# Petronella



## hulltrawler

hi all 
I am trying to locate info for the beam trawler Petronella for a ex crewman which was owned and sailed for J Marr Hull and named Petronella also a picture would be nice.


What I think could have been the vessel is as follows.

1982) PETRONELLA P673 -Built Holland 1964 78.0ft 50 Gross - 50Hp Owned by Johnson`s Sea Enterprises Portsmouth. 


Prior to 1982 she was not listed in the early 70`s as petronella so possibly abroad or her name changed. 

(1996) Sometime prior to this the Same vessel as above had moved to Hastings Shoreham. 


She remained registered at Shoreham till 2004 ?. 

chris


----------



## Pat McCardle

I remember seeing Petronella trawling along the Leman Bank in '94. We sent a boat away to get a 'Fry' & we got a load of dead undersized Dover Soles & lovely they were too.


----------



## trawlercook

the petronella was sold to a chap in holland and renamed "my joy" a friend of mine was skipper of her for a while and used to land regulely in lowestoft.last i heard of her she was laid up back in den helder failed her d.t.i.


----------



## Pat McCardle

I have posted a pic of a beamer in Den Helder 'Hendrick Petronella'. Could this be the same vessel?


----------



## hulltrawler

Hi Colin and Pat
Thank you for your replies, the ex crewman sailed on her for J Marr Hull in 91, he heared she had gone to Lowestoft, but as you say colin probably just landed there.

I will have a look at the photo thanks pat

regards chris.


----------



## Steve Farrow

There were two Petronella's one was H 171 ( My Joy, ex-Petronella ) The other was P 673 of Shoreham.

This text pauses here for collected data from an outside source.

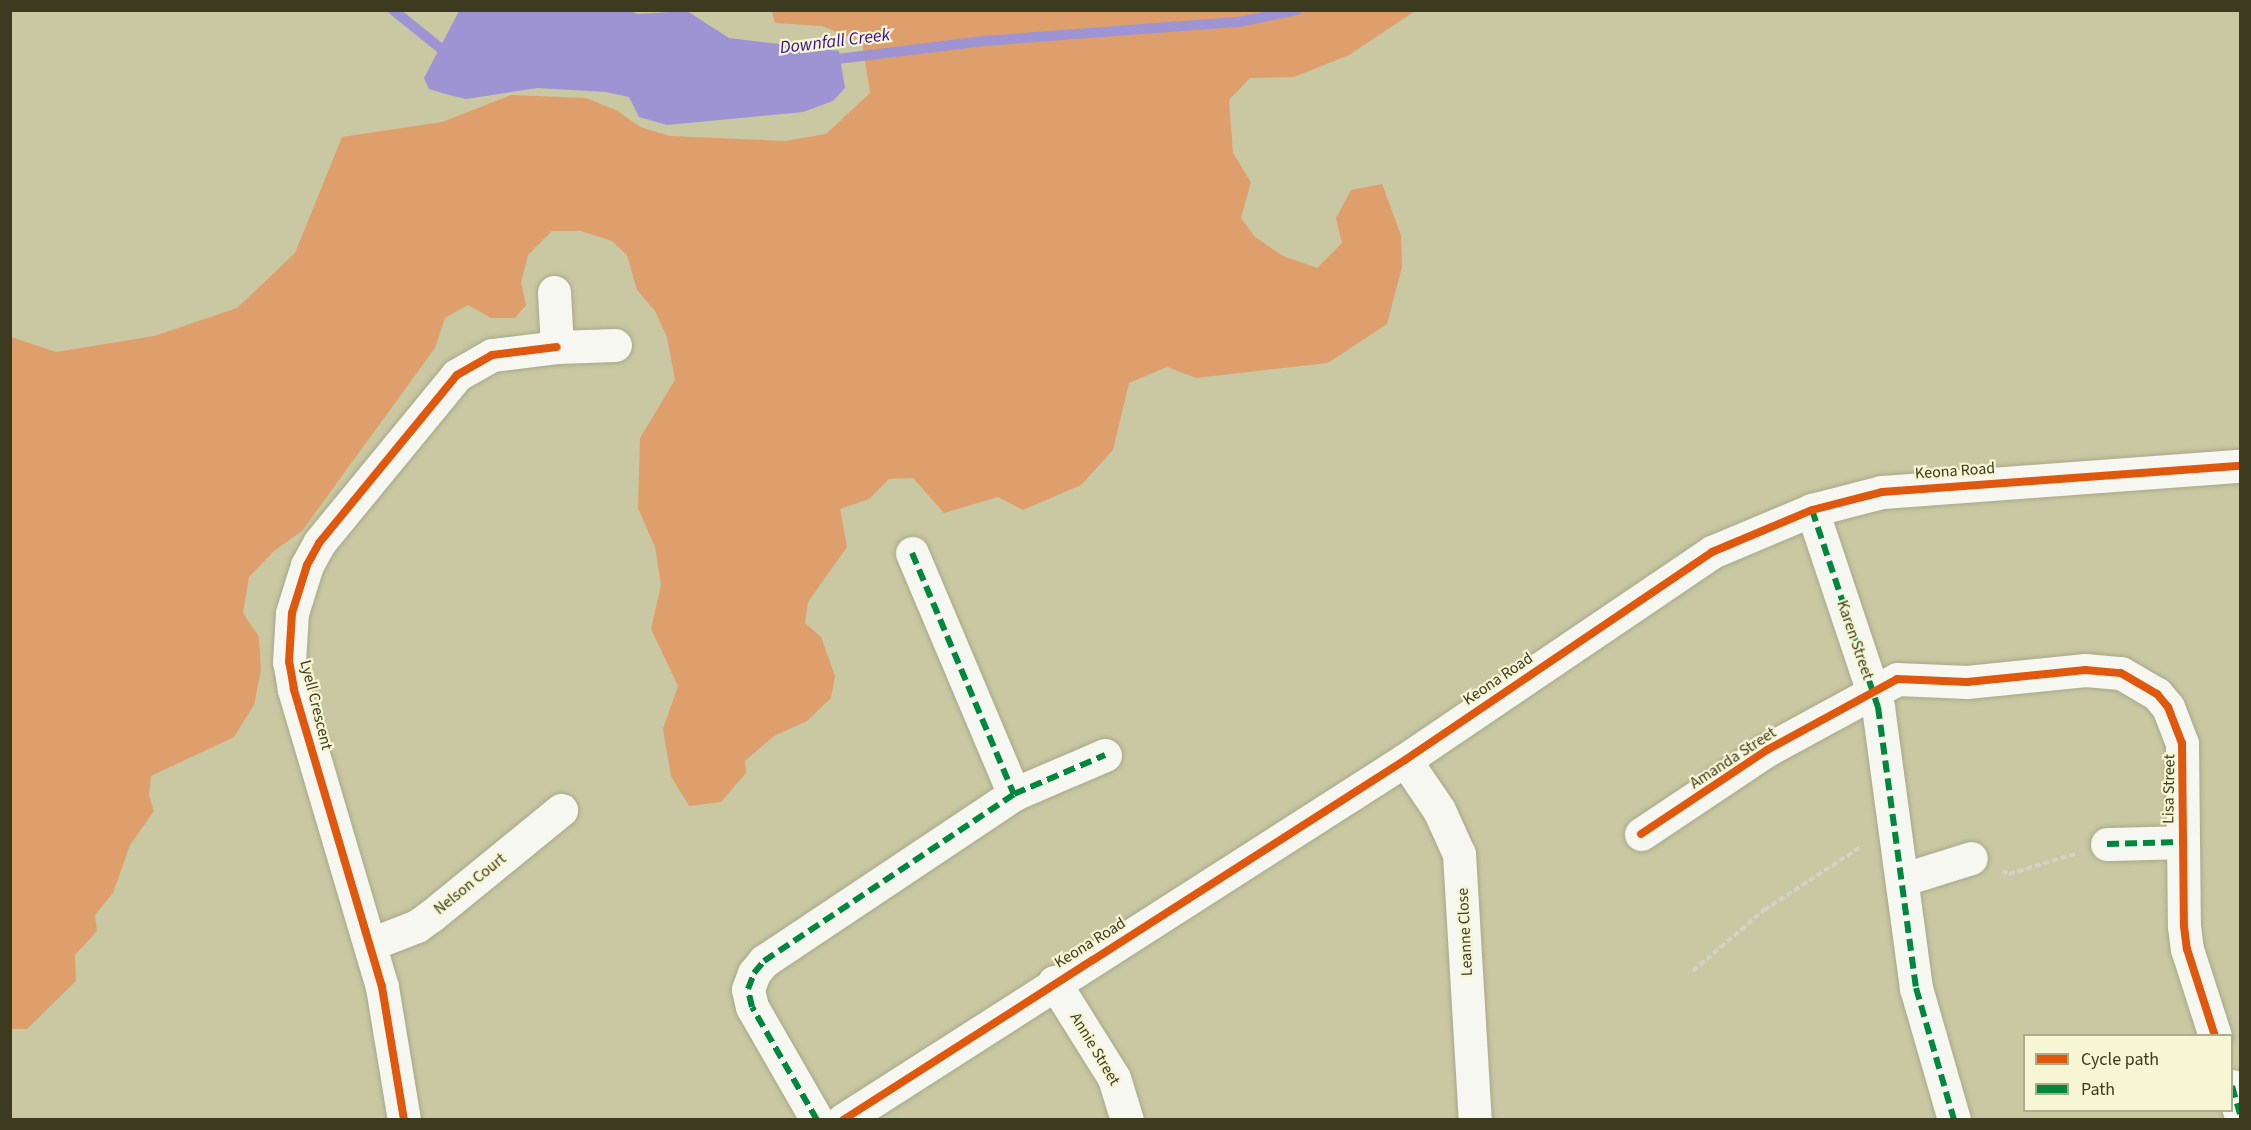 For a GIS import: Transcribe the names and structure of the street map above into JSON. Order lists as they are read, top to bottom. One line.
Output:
{"streets":{"street":["Keona Road","Karen Street","Lyell Crescent","Amanda Street","Lisa Street","Nelson Court","Leanne Close","Annie Street"]},"crossings":[["Keona Road","Karen Street"],["Keona Road","Leanne Close"],["Keona Road","Annie Street"],["Karen Street","Amanda Street"],["Karen Street","Lisa Street"],["Lyell Crescent","Nelson Court"],["Amanda Street","Lisa Street"]],"water":["Downfall Creek"],"legend":["Cycle path","Path"]} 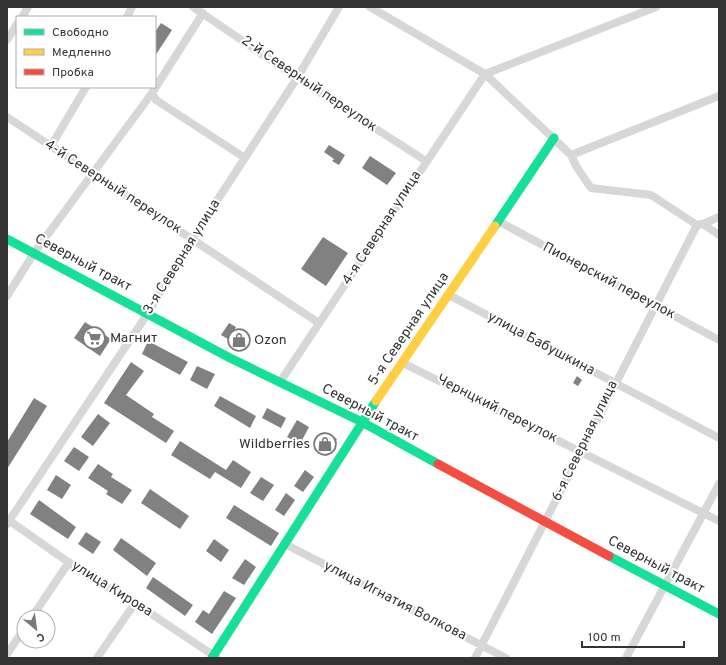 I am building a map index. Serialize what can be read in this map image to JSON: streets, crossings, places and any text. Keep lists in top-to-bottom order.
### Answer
{
  "streets": {
    "street": [
      "2-й Северный переулок",
      "4-й Северный переулок",
      "4-я Северная улица",
      "3-я Северная улица",
      "Северный тракт",
      "Пионерский переулок",
      "5-я Северная улица",
      "улица Бабушкина",
      "Чернцкий переулок",
      "6-я Северная улица",
      "улица Кирова",
      "улица Игнатия Волкова"
    ]
  },
  "crossings": [
    ["2-й Северный переулок", "4-я Северная улица"],
    ["2-й Северный переулок", "3-я Северная улица"],
    ["4-й Северный переулок", "4-я Северная улица"],
    ["4-й Северный переулок", "3-я Северная улица"],
    ["4-я Северная улица", "Северный тракт"],
    ["3-я Северная улица", "Северный тракт"],
    ["3-я Северная улица", "улица Кирова"],
    ["Северный тракт", "5-я Северная улица"],
    ["Северный тракт", "6-я Северная улица"],
    ["Пионерский переулок", "5-я Северная улица"],
    ["Пионерский переулок", "6-я Северная улица"],
    ["5-я Северная улица", "улица Бабушкина"],
    ["5-я Северная улица", "Чернцкий переулок"],
    ["5-я Северная улица", "улица Кирова"],
    ["5-я Северная улица", "улица Игнатия Волкова"],
    ["улица Бабушкина", "6-я Северная улица"],
    ["Чернцкий переулок", "6-я Северная улица"],
    ["6-я Северная улица", "улица Игнатия Волкова"]
  ],
  "places": {
    "supermarket": ["Магнит"],
    "shop": ["Ozon", "Wildberries"]
  },
  "legend": ["Свободно", "Медленно", "Пробка"],
  "scale_bar": "100 m",
  "north": "bottom right"
} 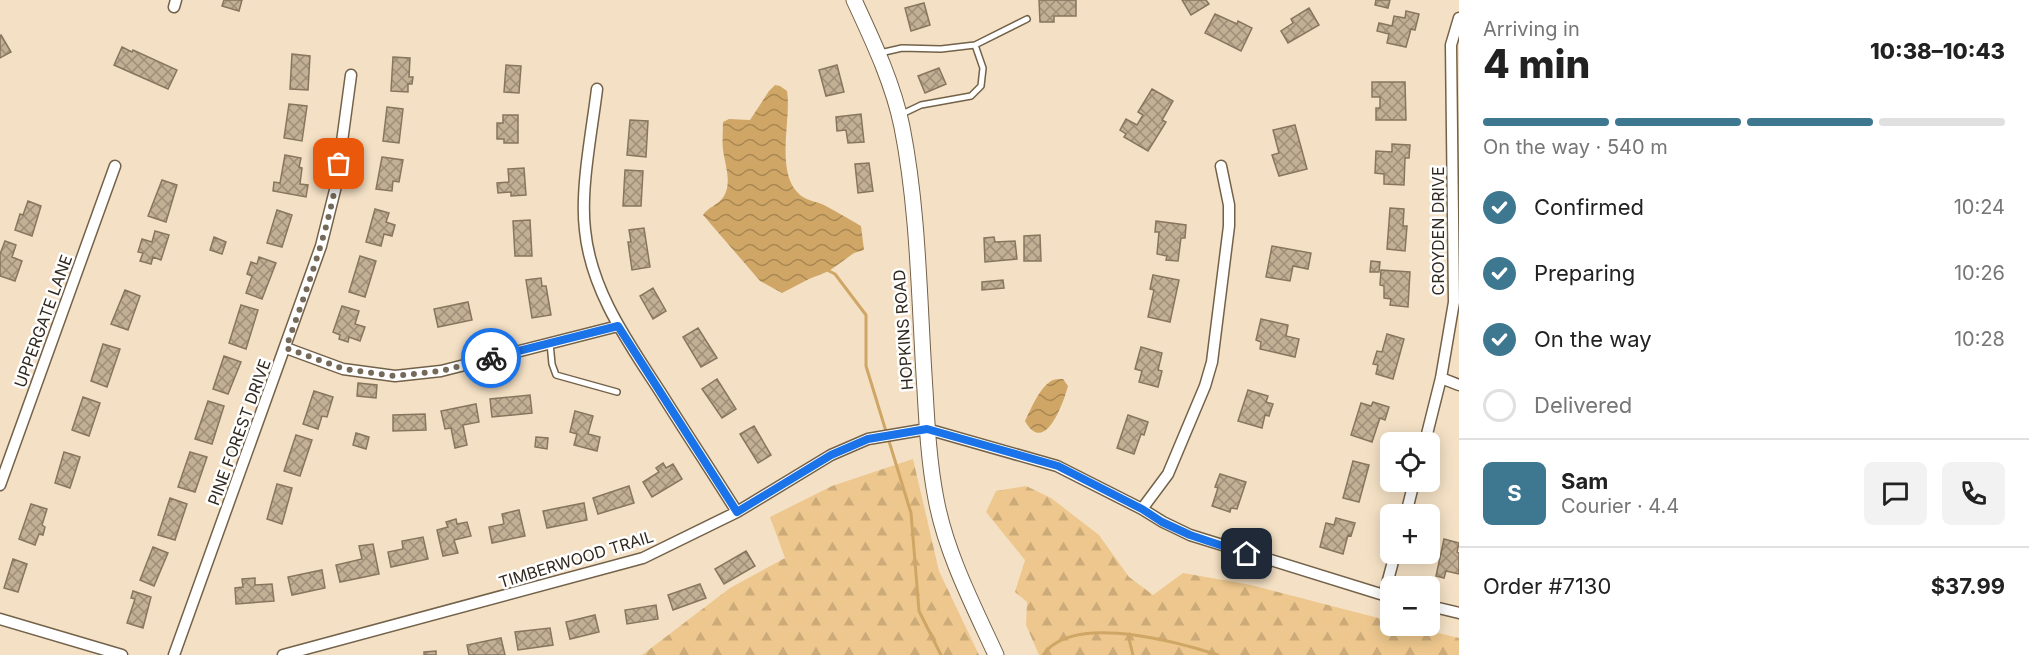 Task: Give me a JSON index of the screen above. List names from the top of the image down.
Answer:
{
  "streets": {
    "main road": ["HOPKINS ROAD"],
    "street": [
      "CROYDEN DRIVE",
      "UPPERGATE LANE",
      "PINE FOREST DRIVE",
      "TIMBERWOOD TRAIL"
    ]
  },
  "crossings": [
    ["HOPKINS ROAD", "TIMBERWOOD TRAIL"]
  ],
  "page": {
    "heading": ["4 min", "Arriving in", "10:38–10:43"],
    "panel": [
      "Sam",
      "Courier · 4.4",
      "Order #7130",
      "$37.99"
    ],
    "bar": "On the way · 540 m",
    "list": [
      ["Confirmed", "10:24"],
      ["Preparing", "10:26"],
      ["On the way", "10:28"],
      "Delivered"
    ],
    "map_buttons": ["+", "−"],
    "round": "S"
  }
} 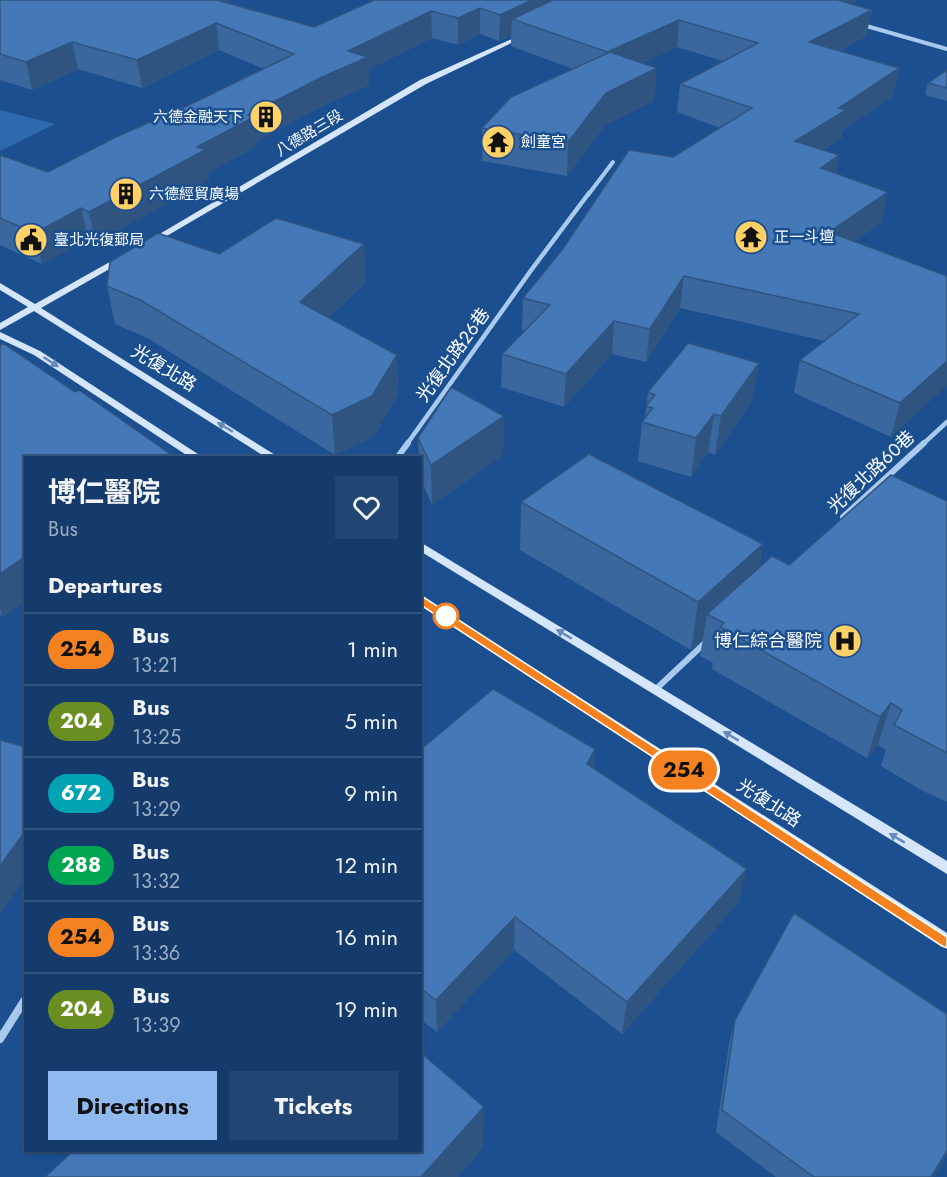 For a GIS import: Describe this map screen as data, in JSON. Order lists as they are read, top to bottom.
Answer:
{
  "streets": {
    "main road": ["八德路三段", "光復北路"],
    "street": ["光復北路26巷", "光復北路60巷"]
  },
  "places": {
    "building": ["六德金融天下", "六德經貿廣場"],
    "temple": ["劍童宮", "正一斗壇"],
    "public building": ["臺北光復郵局"],
    "hospital": ["博仁綜合醫院"]
  },
  "lines": ["bus line 254"],
  "page": {
    "on_map": "254",
    "heading": [
      ["博仁醫院", "Bus"],
      "Departures"
    ],
    "list": [
      {
        "mark": "254",
        "name": "Bus",
        "note": "13:21",
        "value": "1 min"
      },
      {
        "mark": "204",
        "name": "Bus",
        "note": "13:25",
        "value": "5 min"
      },
      {
        "mark": "672",
        "name": "Bus",
        "note": "13:29",
        "value": "9 min"
      },
      {
        "mark": "288",
        "name": "Bus",
        "note": "13:32",
        "value": "12 min"
      },
      {
        "mark": "254",
        "name": "Bus",
        "note": "13:36",
        "value": "16 min"
      },
      {
        "mark": "204",
        "name": "Bus",
        "note": "13:39",
        "value": "19 min"
      }
    ],
    "buttons": ["Directions", "Tickets"]
  }
}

The Hull vessel was Reg A16531, built 1980 Holland, 36.82 x 36.10 x 7.54 x 3.58 155.91 Tons. Engines Bolnes 1800hp/1342 kW, Beamer.TW. RH. PN. IM Hull fg co Ltd
Steve


----------



## hulltrawler

Hi Steve 
I think the H171 will be the correct vessel having looked at the others.

The Hendrick Petronella was built as such.

H171 was as you say built Zanndam Holland / Eben Haezer in 88 became My Joy 90 became Petronella and 94 Barton Queen.
I would think this fits the time scale and has a H reg.

Thanks again to all
chris.


----------



## peppie

petronella was built in holland in 1964
1964 hd-3 petronella
1967 uk-167 samenwerking
1968 uk -110 maarten en dirk
1972 uk-159 wilhelmina maria
1976 p-673 petronella own johnson`s sea enterprises
1993 ,, ,, own. peter leach
1996 ,, ,, own Matthew leach
,, ,, petronella fishing
2003 ,, ,, saltire seafoods
2004 not registered anymore

H-171 petronella and E-171 my joy were larger beamers, later sold to gibraltar


----------



## peppie

1980 hd-3 petronella
1988 hd-2 petronella
1988 hd-8 ebenhaezer
1988 e-171 my joy ladram bay trawlers
1990 h-171 petronella j. marr
1994 ,, ,, hull fishing co ltd
1994 lt-263 barton queen talisman trawlers
1997 out of fishing, sold to IJmuiden, holland in 1999 sold to gibraltar

I think this is your boat


----------



## hulltrawler

I am almost sure the one would be as follows 

A16531
PETRONELLA H171 
36.82 x 36.10 x 7.54 x 3.58 155.91 Tons. Engines Bolnes 1800hp/1342 kW, Beamer.TW. RH. PN. IM Hull fg co Ltd

BUILT 1980 Holland at Zanndam
EBEN HAEZER
88 MY JOY
90 PETRONELLA H171
94 BARTON QUEEN LT 263

Many thanks to you all just need a pic now

regards chris.


----------



## peppie

http://www.shipdata.nl/index.php?mode=shipthumb&Schip=3121

here are photo`s of her

regards from Holland

Anyone know what happened to the older petronella P-673?


----------



## RPotter

Attached is photo of Barthon Queen, ex Barton Queen in 2001. She is at Las Palmas, Gran Canaria on 20/10/06 and appears to be at a breaking yard. I hope it is of interest.

Regards

RPotter


----------



## hulltrawler

Thank you for the picture that is the vessel we have been looking for we have a out of focus picture of her in Marrs colours in Albert Dock Hull in 90`s.
at least we now know her full history and have some idea of what she looked like
many thanks.
chris.


----------



## Patalavaca

Hi, 
I will presently post a photo of this vessel taken at Las Palmas on 26/11/2006 while she was under the breakers torch.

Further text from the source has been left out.